National Corrective Group also falsely made consumers believe they needed to sign up for an expensive financial-education program to avoid criminal charges, the Consumer Financial Protection Bureau says.
“National Corrective Group masqueraded as prosecutors and used deceptive tactics to intimidate consumers into paying hundreds of dollars in extra fees to avoid potential criminal prosecution,” CFPB Director Richard Cordray said Monday in a news release. “Today we are taking action to put a stop to these illegal debt collection practices.”
The bureau is petitioning a federal district court judge to make the California company stop the deceptive practices and pay a $50,000 civil penalty.

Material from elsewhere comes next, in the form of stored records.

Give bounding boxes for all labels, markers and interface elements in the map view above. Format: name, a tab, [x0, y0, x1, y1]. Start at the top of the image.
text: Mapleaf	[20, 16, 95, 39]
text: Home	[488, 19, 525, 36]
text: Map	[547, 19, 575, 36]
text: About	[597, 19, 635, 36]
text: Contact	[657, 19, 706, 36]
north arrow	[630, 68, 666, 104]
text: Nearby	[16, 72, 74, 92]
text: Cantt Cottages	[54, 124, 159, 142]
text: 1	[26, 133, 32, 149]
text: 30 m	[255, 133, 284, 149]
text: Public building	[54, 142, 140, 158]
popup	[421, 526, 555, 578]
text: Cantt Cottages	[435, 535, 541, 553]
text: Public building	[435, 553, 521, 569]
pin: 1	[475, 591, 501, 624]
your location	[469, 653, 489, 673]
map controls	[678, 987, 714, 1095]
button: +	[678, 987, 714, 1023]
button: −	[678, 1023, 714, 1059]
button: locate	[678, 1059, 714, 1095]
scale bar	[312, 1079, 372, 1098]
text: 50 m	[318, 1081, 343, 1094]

The order also names National Corrective Group CEO Mats Jonsson and two other entities that bought out its operations during prosecution, and which Jonsson also heads up.
Together, the three entities represent one of the largest bad-check diversion programs in the United States, according to the CFPB.

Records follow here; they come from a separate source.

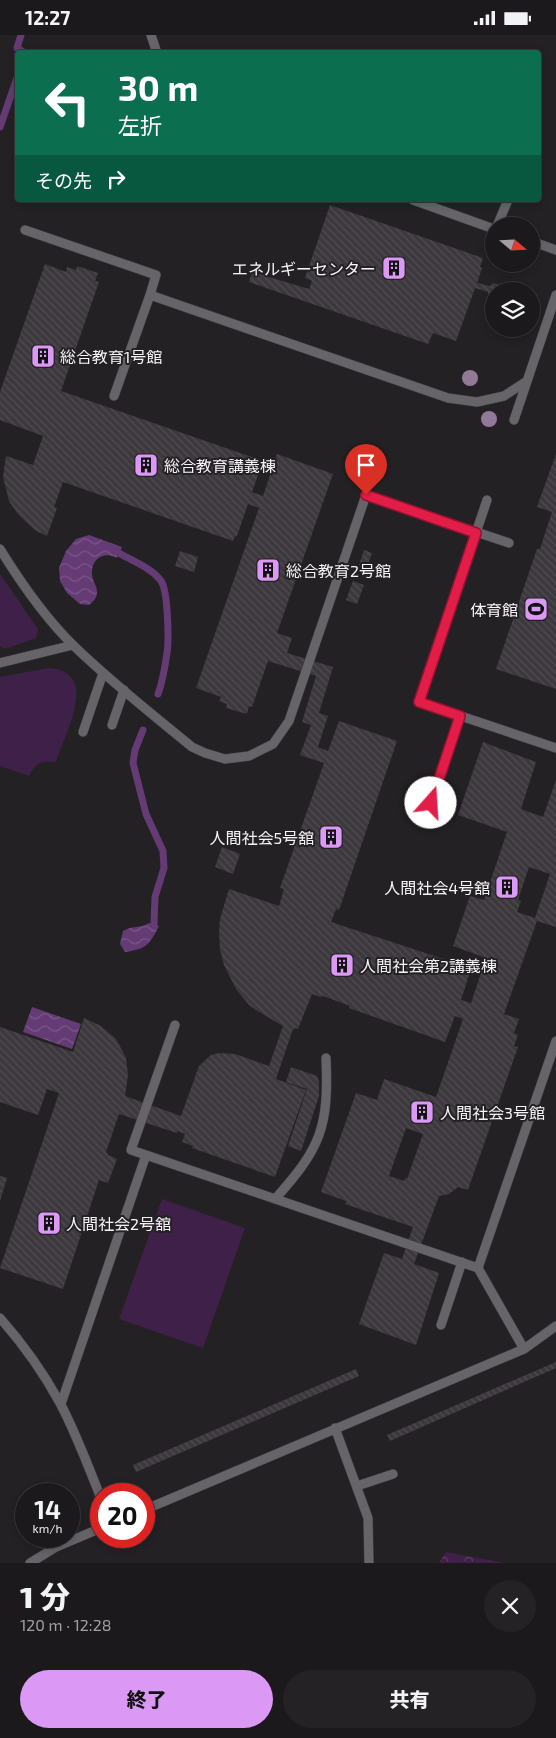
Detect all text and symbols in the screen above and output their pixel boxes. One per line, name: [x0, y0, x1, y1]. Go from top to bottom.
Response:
text: 12:27: [25, 6, 70, 29]
text: 30 m: [118, 66, 198, 108]
icon: left: [35, 70, 100, 135]
text: 左折: [118, 112, 162, 138]
icon: right: [102, 165, 130, 193]
text: その先: [35, 169, 92, 192]
north arrow: [485, 217, 540, 273]
map controls: [485, 217, 540, 337]
building icon: エネルギーセンター: [381, 255, 407, 281]
place label: エネルギーセンター: [232, 259, 376, 278]
button: layers: [485, 282, 540, 337]
building icon: 総合教育1号館: [30, 343, 56, 369]
place label: 総合教育1号館: [60, 347, 162, 366]
pin: [345, 444, 387, 495]
icon: arrive: [352, 451, 380, 479]
building icon: 総合教育講義棟: [133, 452, 159, 478]
place label: 総合教育講義棟: [164, 456, 276, 475]
building icon: 総合教育2号館: [255, 557, 281, 583]
place label: 総合教育2号館: [286, 561, 391, 580]
sports icon: 体育館: [523, 596, 549, 622]
place label: 体育館: [470, 600, 518, 619]
position arrow: [404, 776, 456, 828]
building icon: 人間社会5号舘: [318, 824, 344, 850]
place label: 人間社会5号舘: [209, 828, 314, 847]
building icon: 人間社会4号舘: [494, 874, 520, 900]
place label: 人間社会4号舘: [384, 878, 490, 897]
building icon: 人間社会第2講義棟: [329, 952, 355, 978]
place label: 人間社会第2講義棟: [360, 956, 497, 975]
building icon: 人間社会3号館: [409, 1099, 435, 1125]
place label: 人間社会3号館: [440, 1103, 545, 1122]
building icon: 人間社会2号舘: [36, 1210, 62, 1236]
place label: 人間社会2号舘: [66, 1214, 171, 1233]
speed limit sign: 20: [90, 1483, 155, 1548]
text: 14: [34, 1494, 61, 1524]
text: km/h: [33, 1521, 62, 1535]
text: 1 分: [20, 1578, 70, 1614]
button: close: [484, 1580, 536, 1632]
text: 120 m · 12:28: [20, 1615, 111, 1634]
button: 終了: [20, 1670, 273, 1728]
button: 共有: [283, 1670, 536, 1728]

Allegations of misleading communication
The bureau says National Corrective sent notices to consumers on the letterhead of prosecutors’ offices and created the false impression they may be prosecuted for writing bad checks. The letters went to the consumers before any district attorney had determined prosecution was likely, the bureau said.
They were allegedly told they had to pay for the bounced checks and sign up for an education class that typically cost around $200. That was often “several times the amount of the alleged bad check debt,” the bureau said.
Under terms proposed by the bureau, entities affiliated with National Corrective Group would have to end deceptive communication, including threats of prison time. They would be prohibited from contacting any consumers unless under the supervision of a district attorney’s office or other legal entity and pay the $50,000 fine.
“The poor financial condition of the companies and Jonsson make them unable to pay a greater sum,” the bureau wrote.